═══ Records for this task ═══

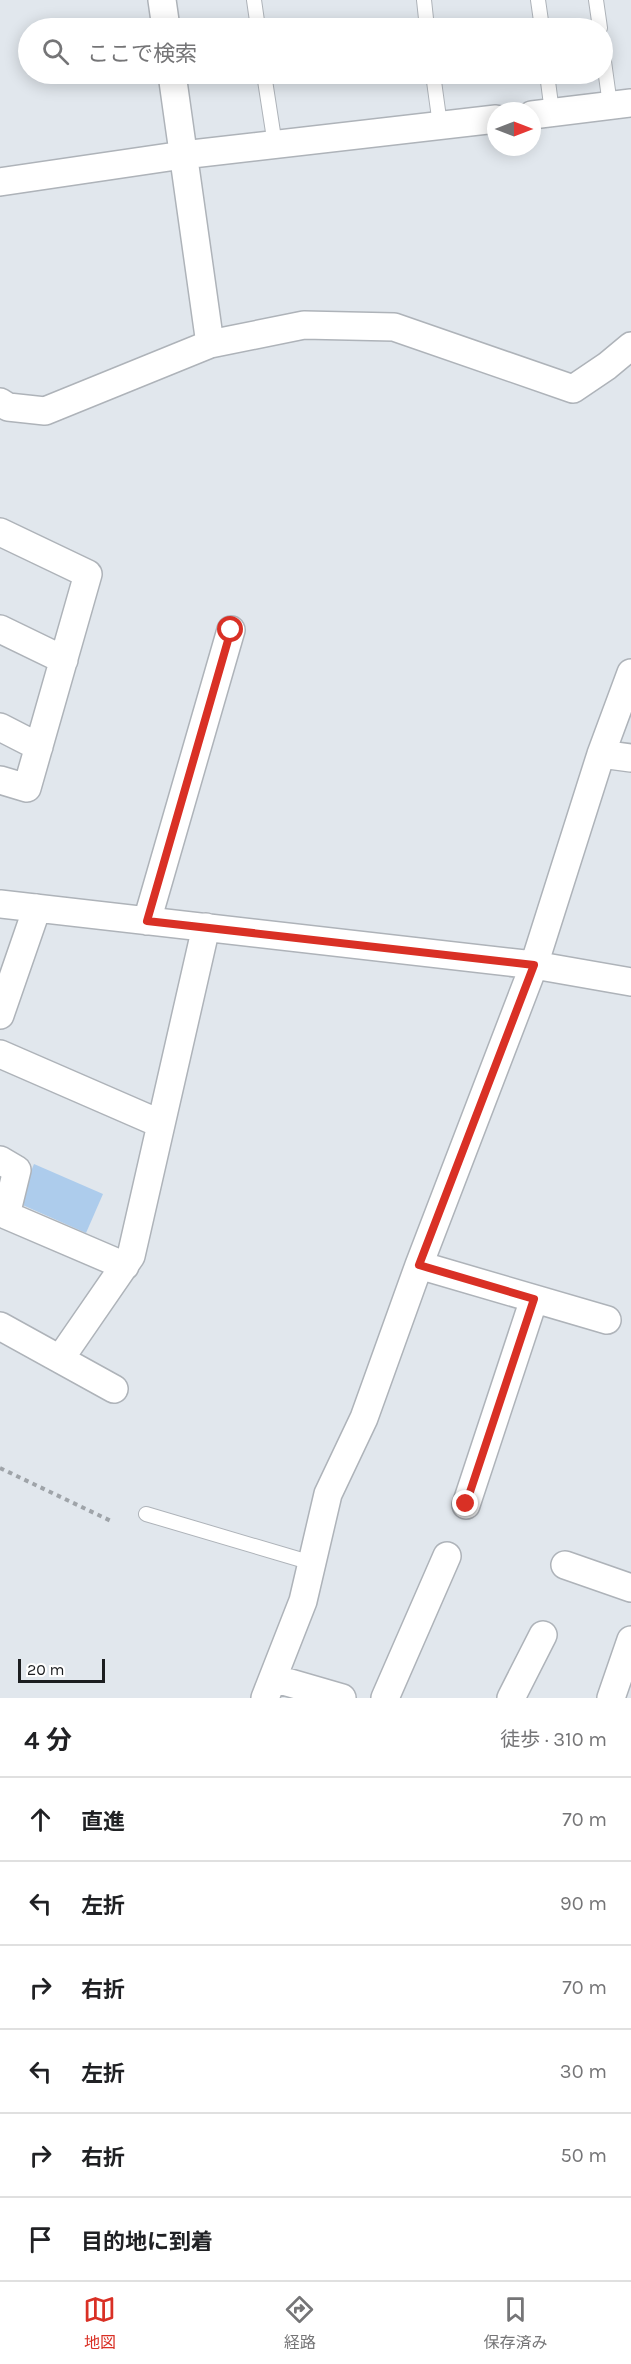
<!DOCTYPE html>
<html lang="ja">
<head>
<meta charset="utf-8">
<style>
  body { margin:0; font-family:Karla,"Noto Sans JP",sans-serif; background:#f6f6f6; color:#202124 }
  .compass { position:absolute; left:487px; top:102px; width:54px; height:54px; border-radius:50%; background:#fff; box-shadow:0 3px 15px #0003; rotate:90deg }
  .scale { position:absolute; left:18px; bottom:15px; width:87px; box-sizing:border-box; padding-left:6px; border:3px solid #1c1e20; border-top:0; font-size:16px; line-height:21px; white-space:nowrap; color:#1c1e20; -webkit-text-stroke:4px #fff; paint-order:stroke }
  .stop { position:absolute; width:18px; height:18px; margin:-14px; border:4px solid #d93025; border-radius:50%; background:#fff }
  .stop.end { background:#d93025; border-color:#fff; box-shadow:0 2px 6px #0008 }
  .list { margin:0; padding:0; list-style:none }
  h2 { display:flex; justify-content:space-between; align-items:center; height:78px; margin:0; padding:0 24px; font-size:26px }
  h2 small { font-size:20px; font-weight:400; color:#757577 }
  .list li { display:grid; grid-template-columns:39px 1fr auto; gap:18px; align-items:center; box-sizing:border-box; height:84px; padding:0 24px; border-top:2px solid #e0e0e0 }
  .list b { display:block; font-size:22px; white-space:nowrap }
  .list em { font-size:20px; font-style:normal; color:#757577 }
  .icon { flex:none; width:33px; height:33px; fill:none; stroke:currentColor; stroke-width:2; stroke-linecap:round; stroke-linejoin:round }
  .map { position:relative; flex:none; width:631px; height:1698px; overflow:hidden }
  .search { position:absolute; background:#fff; box-shadow:0 3px 15px #0003; left:18px; right:18px; top:18px; height:66px; display:flex; align-items:center; gap:15px; box-sizing:border-box; padding:0 21px; border-radius:33px; color:#757577; font-size:22px }
  .sheet { height:582px; background:#fff }
  nav { display:flex; justify-content:space-around; align-items:center; box-sizing:border-box; height:84px; border-top:2px solid #e0e0e0; background:#fff; font-size:16px; color:#757577 }
  nav a { display:grid; justify-items:center; gap:3px }
  nav .on { color:#d93025 }
  .map>svg:first-child { display:block }
</style>
</head>
<body>
<div class="map">
<svg width="631" height="1698" viewBox="0 0 631 1698">
  <rect width="100%" height="100%" fill="#e1e7ed"/>
  <!-- green -->
  <path fill="#adccec" d="M34,1164L103,1194L86,1233L18,1203Z"/>
  <g fill="none" stroke-linecap="round" stroke-linejoin="round">
    <!-- lane casing -->
    <g stroke="#aeb3b9" stroke-width="16">
      <path id="lane" d="M254,0L258,28
        M424,0L427,28
        M538,0L542,28
        M596,0L600,28
        M602,47L610,105
        M264,74L275,145
        M433,74L440,125
        M547,74L552,112
        M146,1514L312,1563"/>
    </g>
    <!-- street casing -->
    <g stroke="#aeb3b9" stroke-width="30">
      <path id="street" d="M162,0L166,28
        M172,74L210,344
        M532,115L631,103
        M0,182L183,155L496,119
        M0,402L8,407L45,411L210,344L304,325L394,327L573,389L607,366L631,346
        M0,532L88,574L27,788L0,780
        M0,629L64,660
        M0,727L39,747
        M601,754L631,758
        M0,904L534,965L631,982
        M147,921L231,630
        M0,1015L37,908
        M0,1054L161,1124
        M0,1160L17,1170L6,1215L125,1266
        M419,1265L607,1320
        M0,1326L114,1389
        M60,1359L131,1256L206,927
        M466,1505L534,1299
        M565,1565L631,1588
        M273,1678L342,1698
        M265,1698L303,1601L328,1494L364,1418L419,1265L534,965L601,754L631,673
        M385,1698L447,1556
        M511,1698L543,1635
        M611,1698L631,1640"/>
    </g>
    <!-- path -->
    <path stroke="#9fa4a9" stroke-width="4" stroke-dasharray="4.5 4.5" stroke-linecap="butt" d="M0,1468L111,1521"/>
    <!-- lane -->
    <use href="#lane" stroke="#fff" stroke-width="14"/>
    <!-- street -->
    <use href="#street" stroke="#fff" stroke-width="27"/>
  </g>
  <g fill="none" stroke-linecap="round" stroke-linejoin="round">
    <!-- route -->
    <path stroke="#d93025" stroke-width="8" d="M231,630L147,921L534,965L419,1265L534,1299L466,1504"/>
  </g>
</svg>
<svg class="compass" viewBox="-18 -18 36 36"><path d="M0-13l5 13h-10z" fill="#e53935"/><path d="M0 13l5-13h-10z" fill="#757577"/></svg>
<div class="scale">20 m</div>
<div class="stop" style="left:231px;top:630px"></div>
<div class="stop end" style="left:466px;top:1504px"></div>
<div class="search"><svg class="icon" aria-label="search" viewBox="0 0 24 24"><circle cx="10" cy="10" r="6"/><path d="M15 15l6 6"/></svg>ここで検索</div>
</div>
<section class="sheet">
<h2>4 分<small>徒歩 · 310 m</small></h2>
<ul class="list">
<li><svg class="icon" aria-label="ahead" viewBox="0 0 24 24"><path d="M12 20V5M6 11l6-6 6 6"/></svg><div><b>直進</b></div><em>70 m</em></li>
<li><svg class="icon" aria-label="left" viewBox="0 0 24 24"><path d="M17 20v-9H6M10 6l-5 5 5 5"/></svg><div><b>左折</b></div><em>90 m</em></li>
<li><svg class="icon" aria-label="right" viewBox="0 0 24 24"><path d="M7 20v-9h11M14 6l5 5-5 5"/></svg><div><b>右折</b></div><em>70 m</em></li>
<li><svg class="icon" aria-label="left" viewBox="0 0 24 24"><path d="M17 20v-9H6M10 6l-5 5 5 5"/></svg><div><b>左折</b></div><em>30 m</em></li>
<li><svg class="icon" aria-label="right" viewBox="0 0 24 24"><path d="M7 20v-9h11M14 6l5 5-5 5"/></svg><div><b>右折</b></div><em>50 m</em></li>
<li><svg class="icon" aria-label="arrive" viewBox="0 0 24 24"><path d="M6 21V4h12l-3 4 3 4H6"/></svg><div><b>目的地に到着</b></div></li>
</ul>
</section>
<nav>
<a class="on"><svg class="icon" aria-label="map" viewBox="0 0 24 24"><path d="M3 6l6-2 6 2 6-2v14l-6 2-6-2-6 2zM9 4v14M15 6v14"/></svg>地図</a>
<a><svg class="icon" aria-label="directions" viewBox="0 0 24 24"><path d="M12 3l9 9-9 9-9-9zM9 14v-3h6M13 9l2 2-2 2"/></svg>経路</a>
<a><svg class="icon" aria-label="saved" viewBox="0 0 24 24"><path d="M7 4h10v16l-5-4-5 4z"/></svg>保存済み</a>
</nav>
</body>
</html>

═══

# Task description
Look through the material above. Copy each line where the word "white" appears.

# Answer box
  .scale { position:absolute; left:18px; bottom:15px; width:87px; box-sizing:border-box; padding-left:6px; border:3px solid #1c1e20; border-top:0; font-size:16px; line-height:21px; white-space:nowrap; color:#1c1e20; -webkit-text-stroke:4px #fff; paint-order:stroke }
  .list b { display:block; font-size:22px; white-space:nowrap }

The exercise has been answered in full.